L'ARCEP change de cap et veut y associer tout le secteur des télécoms. Sa revue stratégique, désormais en consultation publique, devra aider l'autorité à définir ses priorités, entre ses missions historiques et ses nouveaux centres d'intérêt, de l'Internet des objets aux plateformes.

« L'ARCEP pivote ! » L'Autorité de régulation des communications électroniques et des postes a son nouveau slogan. Au revoir le régulateur des télécoms, bonjour celui des tuyaux du numérique. L'institution vient d'ailleurs de mettre en consultation publique sa revue stratégique, qui doit symboliser un changement d'ère dans la régulation, autant sur le fond que sur la forme. Le document lui-même change de ton, en s'éloignant de l'austérité habituelle des publications de l'ARCEP, pour adopter une charte graphique plus moderne. Les acteurs intéressés ont jusqu'au 4 décembre pour y répondre.

L'ARCEP ajuste ses objectifs et veut se donner une seconde jeunesse. « Si l'ARCEP n'existait pas et qu'il fallait l'inventer aujourd'hui, que devrait-elle faire ? Il y a 18 ans, c'était de casser le monopole de France Télécom. Aujourd'hui, c'est comment le régulateur des réseaux participe à la transformation numérique. Le but est de lancer des chantiers, nous n'avons pas réponse à tout » nous explique Sébastien Soriano, son président (qui dispose de son propre compte Twitter depuis quelques jours).

De la concurrence dans les télécoms, aujourd'hui « fermement installée », le régulateur compte passer à celle du numérique en général, objets connectés et plateformes comprises.
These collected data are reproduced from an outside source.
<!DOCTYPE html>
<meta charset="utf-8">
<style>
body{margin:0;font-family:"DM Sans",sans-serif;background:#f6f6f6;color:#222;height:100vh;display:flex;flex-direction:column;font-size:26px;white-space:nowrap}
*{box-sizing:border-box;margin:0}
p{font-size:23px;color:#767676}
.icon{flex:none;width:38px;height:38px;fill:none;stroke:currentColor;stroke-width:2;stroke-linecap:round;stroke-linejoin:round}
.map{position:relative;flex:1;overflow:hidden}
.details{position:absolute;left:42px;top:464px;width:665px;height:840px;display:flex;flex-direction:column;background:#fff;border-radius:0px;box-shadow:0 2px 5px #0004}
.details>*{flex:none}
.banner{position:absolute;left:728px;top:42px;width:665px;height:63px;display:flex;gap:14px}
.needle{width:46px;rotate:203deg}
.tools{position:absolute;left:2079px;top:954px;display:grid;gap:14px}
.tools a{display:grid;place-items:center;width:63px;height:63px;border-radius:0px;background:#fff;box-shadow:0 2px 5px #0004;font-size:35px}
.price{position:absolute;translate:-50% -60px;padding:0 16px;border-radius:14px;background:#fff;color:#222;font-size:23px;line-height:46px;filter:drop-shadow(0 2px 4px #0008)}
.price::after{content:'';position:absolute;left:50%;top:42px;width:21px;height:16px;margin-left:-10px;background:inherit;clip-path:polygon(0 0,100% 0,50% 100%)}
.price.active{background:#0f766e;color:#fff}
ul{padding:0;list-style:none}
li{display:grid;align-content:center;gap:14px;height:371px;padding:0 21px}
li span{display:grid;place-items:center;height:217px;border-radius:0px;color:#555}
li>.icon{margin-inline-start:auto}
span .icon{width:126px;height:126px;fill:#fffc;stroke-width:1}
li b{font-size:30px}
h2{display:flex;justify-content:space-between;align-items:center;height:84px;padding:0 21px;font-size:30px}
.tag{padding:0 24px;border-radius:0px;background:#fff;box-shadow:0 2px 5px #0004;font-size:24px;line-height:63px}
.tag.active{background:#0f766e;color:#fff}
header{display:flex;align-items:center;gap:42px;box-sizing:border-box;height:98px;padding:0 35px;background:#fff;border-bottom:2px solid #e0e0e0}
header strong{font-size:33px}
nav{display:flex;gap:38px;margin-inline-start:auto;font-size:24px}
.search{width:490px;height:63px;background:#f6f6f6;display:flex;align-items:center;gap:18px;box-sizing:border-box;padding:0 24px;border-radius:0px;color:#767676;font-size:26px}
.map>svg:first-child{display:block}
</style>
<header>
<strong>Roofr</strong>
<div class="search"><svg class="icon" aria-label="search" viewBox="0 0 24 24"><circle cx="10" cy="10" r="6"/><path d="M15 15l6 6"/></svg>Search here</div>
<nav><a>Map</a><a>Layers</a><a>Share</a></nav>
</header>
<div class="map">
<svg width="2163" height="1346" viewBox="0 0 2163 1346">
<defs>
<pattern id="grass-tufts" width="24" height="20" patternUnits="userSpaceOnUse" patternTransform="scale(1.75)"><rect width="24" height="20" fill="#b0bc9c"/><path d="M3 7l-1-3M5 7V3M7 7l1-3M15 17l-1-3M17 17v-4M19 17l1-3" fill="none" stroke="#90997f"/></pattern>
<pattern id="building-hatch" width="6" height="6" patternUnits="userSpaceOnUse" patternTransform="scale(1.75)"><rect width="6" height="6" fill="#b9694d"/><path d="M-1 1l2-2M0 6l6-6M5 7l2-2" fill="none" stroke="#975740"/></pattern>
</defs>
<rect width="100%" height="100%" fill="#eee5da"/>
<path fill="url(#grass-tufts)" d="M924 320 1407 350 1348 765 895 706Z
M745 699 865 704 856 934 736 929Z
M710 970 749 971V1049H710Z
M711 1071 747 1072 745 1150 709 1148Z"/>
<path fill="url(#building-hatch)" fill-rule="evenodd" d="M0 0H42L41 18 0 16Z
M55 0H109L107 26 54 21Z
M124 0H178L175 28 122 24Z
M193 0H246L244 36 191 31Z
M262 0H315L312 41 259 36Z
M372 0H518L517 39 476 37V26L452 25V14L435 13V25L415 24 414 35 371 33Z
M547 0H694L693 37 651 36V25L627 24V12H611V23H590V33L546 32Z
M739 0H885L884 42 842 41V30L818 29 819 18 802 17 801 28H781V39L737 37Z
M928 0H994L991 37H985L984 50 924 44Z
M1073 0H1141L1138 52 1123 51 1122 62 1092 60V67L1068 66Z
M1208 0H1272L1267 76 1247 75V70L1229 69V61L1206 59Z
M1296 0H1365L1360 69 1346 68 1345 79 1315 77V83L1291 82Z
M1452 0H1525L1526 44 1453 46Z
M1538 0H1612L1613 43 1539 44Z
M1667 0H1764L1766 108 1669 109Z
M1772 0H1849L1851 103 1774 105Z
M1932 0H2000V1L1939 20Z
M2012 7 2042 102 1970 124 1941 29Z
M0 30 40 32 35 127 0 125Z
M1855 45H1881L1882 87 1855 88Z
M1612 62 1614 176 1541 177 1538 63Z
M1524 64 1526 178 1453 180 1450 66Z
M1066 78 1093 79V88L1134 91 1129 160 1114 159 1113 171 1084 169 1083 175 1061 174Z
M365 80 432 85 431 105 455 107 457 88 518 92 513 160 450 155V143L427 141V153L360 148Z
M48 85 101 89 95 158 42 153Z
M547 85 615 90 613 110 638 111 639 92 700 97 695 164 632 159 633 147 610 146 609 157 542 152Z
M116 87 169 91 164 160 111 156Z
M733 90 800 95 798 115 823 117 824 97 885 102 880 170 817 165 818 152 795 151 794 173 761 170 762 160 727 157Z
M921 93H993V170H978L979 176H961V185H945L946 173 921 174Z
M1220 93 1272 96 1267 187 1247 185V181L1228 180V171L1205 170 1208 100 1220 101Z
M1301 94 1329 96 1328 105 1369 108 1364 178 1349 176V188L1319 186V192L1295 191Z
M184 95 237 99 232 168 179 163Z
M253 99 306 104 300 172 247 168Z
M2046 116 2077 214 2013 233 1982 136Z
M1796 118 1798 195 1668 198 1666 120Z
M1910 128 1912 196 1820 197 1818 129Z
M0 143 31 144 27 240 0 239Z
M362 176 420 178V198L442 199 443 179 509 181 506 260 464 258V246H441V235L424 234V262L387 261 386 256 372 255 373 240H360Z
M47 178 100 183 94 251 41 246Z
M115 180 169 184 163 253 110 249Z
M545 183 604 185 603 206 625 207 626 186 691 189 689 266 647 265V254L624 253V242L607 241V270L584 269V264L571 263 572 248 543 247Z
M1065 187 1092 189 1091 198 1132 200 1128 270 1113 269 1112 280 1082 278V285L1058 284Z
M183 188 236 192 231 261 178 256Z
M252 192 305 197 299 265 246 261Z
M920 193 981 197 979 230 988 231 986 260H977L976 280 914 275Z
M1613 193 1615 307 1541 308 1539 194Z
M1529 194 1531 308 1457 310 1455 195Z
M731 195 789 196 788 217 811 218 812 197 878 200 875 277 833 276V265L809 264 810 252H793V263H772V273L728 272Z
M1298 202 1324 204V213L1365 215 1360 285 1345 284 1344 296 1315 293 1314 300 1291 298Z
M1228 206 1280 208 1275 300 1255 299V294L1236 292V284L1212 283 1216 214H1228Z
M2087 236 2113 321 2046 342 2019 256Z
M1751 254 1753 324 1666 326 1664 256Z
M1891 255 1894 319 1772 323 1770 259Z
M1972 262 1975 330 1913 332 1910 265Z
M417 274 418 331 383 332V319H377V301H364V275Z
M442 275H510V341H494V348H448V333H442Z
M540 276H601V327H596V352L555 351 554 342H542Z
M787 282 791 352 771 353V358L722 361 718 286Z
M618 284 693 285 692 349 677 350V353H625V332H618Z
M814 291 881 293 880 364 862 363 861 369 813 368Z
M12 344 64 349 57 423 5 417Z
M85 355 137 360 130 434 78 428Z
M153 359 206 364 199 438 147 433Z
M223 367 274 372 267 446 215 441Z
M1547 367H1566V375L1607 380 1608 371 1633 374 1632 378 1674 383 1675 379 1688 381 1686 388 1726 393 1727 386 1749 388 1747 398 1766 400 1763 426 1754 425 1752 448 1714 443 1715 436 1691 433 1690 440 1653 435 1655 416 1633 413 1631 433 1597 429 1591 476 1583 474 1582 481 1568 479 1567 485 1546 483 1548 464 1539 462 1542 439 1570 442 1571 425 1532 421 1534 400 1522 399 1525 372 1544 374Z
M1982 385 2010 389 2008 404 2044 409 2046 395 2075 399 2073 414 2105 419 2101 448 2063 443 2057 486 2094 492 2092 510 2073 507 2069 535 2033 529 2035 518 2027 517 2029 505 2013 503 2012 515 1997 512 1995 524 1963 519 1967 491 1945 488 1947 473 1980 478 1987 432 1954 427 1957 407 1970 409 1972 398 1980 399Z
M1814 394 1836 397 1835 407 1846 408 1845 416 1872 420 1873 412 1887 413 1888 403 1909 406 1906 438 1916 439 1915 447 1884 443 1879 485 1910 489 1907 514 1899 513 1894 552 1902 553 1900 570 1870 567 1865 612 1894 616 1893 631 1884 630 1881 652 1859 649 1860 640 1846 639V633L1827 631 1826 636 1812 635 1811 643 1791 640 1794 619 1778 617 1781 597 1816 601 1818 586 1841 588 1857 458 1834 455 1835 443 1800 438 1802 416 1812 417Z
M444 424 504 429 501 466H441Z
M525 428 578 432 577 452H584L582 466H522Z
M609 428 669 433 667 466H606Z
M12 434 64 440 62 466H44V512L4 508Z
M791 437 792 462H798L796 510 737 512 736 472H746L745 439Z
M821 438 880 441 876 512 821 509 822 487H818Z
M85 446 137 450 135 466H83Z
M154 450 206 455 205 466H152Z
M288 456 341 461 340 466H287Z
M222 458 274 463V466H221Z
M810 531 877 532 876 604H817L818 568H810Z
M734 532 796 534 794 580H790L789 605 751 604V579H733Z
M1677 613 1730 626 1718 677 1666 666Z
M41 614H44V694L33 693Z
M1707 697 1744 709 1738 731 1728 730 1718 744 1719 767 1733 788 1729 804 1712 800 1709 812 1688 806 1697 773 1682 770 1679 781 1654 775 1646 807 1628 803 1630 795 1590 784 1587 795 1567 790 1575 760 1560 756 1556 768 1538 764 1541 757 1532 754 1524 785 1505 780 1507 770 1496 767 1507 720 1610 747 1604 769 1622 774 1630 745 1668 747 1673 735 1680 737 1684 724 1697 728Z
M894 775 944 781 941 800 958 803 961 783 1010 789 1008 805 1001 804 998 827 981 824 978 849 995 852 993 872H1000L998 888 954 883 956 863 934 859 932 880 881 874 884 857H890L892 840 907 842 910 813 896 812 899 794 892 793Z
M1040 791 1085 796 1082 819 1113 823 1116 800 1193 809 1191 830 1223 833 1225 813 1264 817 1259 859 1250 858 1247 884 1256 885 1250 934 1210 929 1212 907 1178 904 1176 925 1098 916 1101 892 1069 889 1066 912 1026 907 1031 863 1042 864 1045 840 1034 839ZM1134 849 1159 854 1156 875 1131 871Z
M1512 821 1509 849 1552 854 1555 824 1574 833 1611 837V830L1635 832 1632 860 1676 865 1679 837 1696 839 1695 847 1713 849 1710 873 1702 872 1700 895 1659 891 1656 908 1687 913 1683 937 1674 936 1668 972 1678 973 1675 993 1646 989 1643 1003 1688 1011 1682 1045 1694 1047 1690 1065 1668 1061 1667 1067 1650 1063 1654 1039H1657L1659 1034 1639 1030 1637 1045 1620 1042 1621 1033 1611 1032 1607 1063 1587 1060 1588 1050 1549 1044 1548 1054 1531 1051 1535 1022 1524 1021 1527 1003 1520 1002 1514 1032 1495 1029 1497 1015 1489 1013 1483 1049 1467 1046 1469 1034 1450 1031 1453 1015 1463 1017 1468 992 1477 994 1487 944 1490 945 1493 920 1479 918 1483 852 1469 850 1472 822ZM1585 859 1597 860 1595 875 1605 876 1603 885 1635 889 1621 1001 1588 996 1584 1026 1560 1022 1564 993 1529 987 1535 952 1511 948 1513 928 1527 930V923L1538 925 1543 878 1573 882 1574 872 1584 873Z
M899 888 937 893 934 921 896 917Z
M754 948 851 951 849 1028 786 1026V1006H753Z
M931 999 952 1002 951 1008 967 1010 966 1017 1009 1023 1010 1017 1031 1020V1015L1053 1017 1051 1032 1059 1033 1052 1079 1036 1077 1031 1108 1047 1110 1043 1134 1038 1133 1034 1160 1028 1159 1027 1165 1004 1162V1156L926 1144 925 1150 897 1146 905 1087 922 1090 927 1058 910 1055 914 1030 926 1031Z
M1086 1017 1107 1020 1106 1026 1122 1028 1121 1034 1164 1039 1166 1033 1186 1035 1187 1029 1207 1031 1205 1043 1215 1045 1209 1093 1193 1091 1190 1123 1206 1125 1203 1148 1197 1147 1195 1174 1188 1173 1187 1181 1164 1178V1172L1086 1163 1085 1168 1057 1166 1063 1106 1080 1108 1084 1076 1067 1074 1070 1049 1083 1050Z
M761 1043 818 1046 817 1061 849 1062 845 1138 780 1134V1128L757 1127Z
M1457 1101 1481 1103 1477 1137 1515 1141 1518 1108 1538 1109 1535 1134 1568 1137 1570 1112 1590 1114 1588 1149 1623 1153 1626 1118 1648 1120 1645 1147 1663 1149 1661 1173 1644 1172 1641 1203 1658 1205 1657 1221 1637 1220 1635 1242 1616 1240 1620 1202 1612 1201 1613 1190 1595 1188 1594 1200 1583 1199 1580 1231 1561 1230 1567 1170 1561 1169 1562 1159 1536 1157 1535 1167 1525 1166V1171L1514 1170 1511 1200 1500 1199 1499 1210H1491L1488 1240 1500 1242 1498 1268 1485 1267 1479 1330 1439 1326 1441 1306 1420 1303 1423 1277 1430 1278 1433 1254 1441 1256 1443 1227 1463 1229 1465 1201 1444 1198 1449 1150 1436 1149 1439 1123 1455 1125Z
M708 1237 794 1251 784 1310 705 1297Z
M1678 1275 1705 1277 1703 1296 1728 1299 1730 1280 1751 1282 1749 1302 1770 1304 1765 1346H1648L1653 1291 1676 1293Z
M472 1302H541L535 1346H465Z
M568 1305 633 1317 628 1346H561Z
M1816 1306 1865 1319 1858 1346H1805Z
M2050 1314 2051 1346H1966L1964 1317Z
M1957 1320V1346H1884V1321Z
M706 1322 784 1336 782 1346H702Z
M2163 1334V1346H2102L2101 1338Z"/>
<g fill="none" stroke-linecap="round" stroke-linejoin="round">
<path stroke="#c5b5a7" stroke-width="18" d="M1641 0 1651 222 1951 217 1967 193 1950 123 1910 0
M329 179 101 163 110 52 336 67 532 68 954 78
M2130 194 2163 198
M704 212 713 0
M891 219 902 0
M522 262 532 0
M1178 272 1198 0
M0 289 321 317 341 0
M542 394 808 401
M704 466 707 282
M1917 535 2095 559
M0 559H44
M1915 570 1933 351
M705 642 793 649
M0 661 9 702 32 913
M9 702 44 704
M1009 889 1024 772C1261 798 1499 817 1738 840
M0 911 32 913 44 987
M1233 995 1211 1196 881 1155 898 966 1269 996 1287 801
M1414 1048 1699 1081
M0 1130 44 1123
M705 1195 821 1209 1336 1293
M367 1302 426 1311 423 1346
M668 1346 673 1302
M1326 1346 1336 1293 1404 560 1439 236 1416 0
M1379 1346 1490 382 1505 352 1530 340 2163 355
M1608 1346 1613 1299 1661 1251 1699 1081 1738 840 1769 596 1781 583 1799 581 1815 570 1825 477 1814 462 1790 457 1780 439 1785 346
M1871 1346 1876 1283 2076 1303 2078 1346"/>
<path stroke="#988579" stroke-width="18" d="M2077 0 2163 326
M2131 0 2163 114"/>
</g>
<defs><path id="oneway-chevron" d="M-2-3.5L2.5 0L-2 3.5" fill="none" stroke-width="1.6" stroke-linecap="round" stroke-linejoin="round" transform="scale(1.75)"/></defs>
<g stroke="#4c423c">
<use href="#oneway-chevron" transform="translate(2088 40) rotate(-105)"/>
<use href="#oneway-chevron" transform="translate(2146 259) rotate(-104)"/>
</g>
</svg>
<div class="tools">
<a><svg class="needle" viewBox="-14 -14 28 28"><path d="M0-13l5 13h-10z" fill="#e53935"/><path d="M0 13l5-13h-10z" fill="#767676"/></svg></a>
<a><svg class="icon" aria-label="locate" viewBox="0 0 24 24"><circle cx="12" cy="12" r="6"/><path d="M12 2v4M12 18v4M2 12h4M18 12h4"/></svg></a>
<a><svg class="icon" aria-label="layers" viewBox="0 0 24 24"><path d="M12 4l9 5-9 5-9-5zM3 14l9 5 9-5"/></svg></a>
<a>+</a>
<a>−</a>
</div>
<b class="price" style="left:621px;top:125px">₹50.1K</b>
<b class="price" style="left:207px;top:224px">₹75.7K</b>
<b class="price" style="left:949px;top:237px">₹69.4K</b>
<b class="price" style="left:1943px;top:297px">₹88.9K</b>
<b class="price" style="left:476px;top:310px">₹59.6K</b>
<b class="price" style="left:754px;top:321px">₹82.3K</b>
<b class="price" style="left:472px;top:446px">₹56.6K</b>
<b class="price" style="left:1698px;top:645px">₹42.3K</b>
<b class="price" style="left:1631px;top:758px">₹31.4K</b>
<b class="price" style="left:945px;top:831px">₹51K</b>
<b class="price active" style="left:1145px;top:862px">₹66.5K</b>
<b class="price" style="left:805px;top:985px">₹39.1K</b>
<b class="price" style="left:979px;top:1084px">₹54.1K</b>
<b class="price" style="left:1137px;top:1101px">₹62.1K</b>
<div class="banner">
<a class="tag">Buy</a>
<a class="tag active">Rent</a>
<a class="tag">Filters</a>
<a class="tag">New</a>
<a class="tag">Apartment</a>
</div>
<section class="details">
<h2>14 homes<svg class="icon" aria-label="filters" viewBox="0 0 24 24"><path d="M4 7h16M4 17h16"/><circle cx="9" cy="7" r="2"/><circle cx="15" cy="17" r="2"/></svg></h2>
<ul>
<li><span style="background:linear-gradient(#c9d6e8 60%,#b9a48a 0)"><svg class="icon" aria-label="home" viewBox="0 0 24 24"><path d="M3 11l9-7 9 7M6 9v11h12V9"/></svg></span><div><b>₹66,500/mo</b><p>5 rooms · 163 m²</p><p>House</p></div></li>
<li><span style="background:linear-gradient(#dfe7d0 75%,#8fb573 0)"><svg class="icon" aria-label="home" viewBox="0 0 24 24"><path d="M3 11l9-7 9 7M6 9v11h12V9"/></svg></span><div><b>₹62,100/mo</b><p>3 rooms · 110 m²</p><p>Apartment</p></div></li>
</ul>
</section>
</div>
Pour l'institution, les Français ont le choix entre des opérateurs et des offres diversifiées, loin d'un monopole de l'opérateur historique. Avec sa revue stratégique, l'autorité compte ainsi revoir ses priorités, dans un contexte budgétaire serré et alors que les missions s'accumulent pour elle. C'est surtout l'occasion d'associer « la multitude » à la régulation, c'est-à-dire tous les acteurs qui ont leur mot à dire sur l'avenir du numérique. Une manière de sortir d'une régulation monolithique, qui aurait fait son temps. 

Plusieurs priorités sur le numérique, dont l'investissement

La consultation publique compile globalement en une liste de huit priorités identifiées par l'ARCEP, dont sept sur le numérique. Le but est à la fois de valider ces priorités et de les classer. Le régulateur compte ainsi sur le public pour l'aider à définir quels seront les grands axes de sa stratégie. Son président, Sébastien Soriano, a d'ailleurs largement fait la publicité de cette démarche ces derniers mois, la revue stratégique ayant d'abord été annoncée en juin devant un parterre d'acteurs du numérique, loin du pré carré des télécoms.

Le premier objectif affiché est de garantir l'investissement dans les réseaux et une concurrence pérenne. Pour cela, l'ARCEP compte sur quatre leviers : la convergence technique et commerciale des réseaux fixes et mobiles, la mutualisation des infrastructures (co-investissement sur la fibre et partage d'équipement passif en mobile), aider à structurer le marché en outre-mer et, surtout, aider à la transition du haut débit vers le très haut débit.

C'est l'occasion de lever deux zones de floues. La première est que l'ARCEP compte encourager activement la mutualisation des réseaux. « Nous assumons de ne pas être des ayatollahs de la concurrence par les infrastructures, mais d'opérer une balance entre ce qui est bon pour la concurrence, l'aménagement du territoire ou d'autres objectifs d'intérêt général » nous explique Sébastien Soriano. La seconde est que le régulateur a bien pour objectif une concurrence à quatre opérateurs, sans encouragement d'une éventuelle concentration.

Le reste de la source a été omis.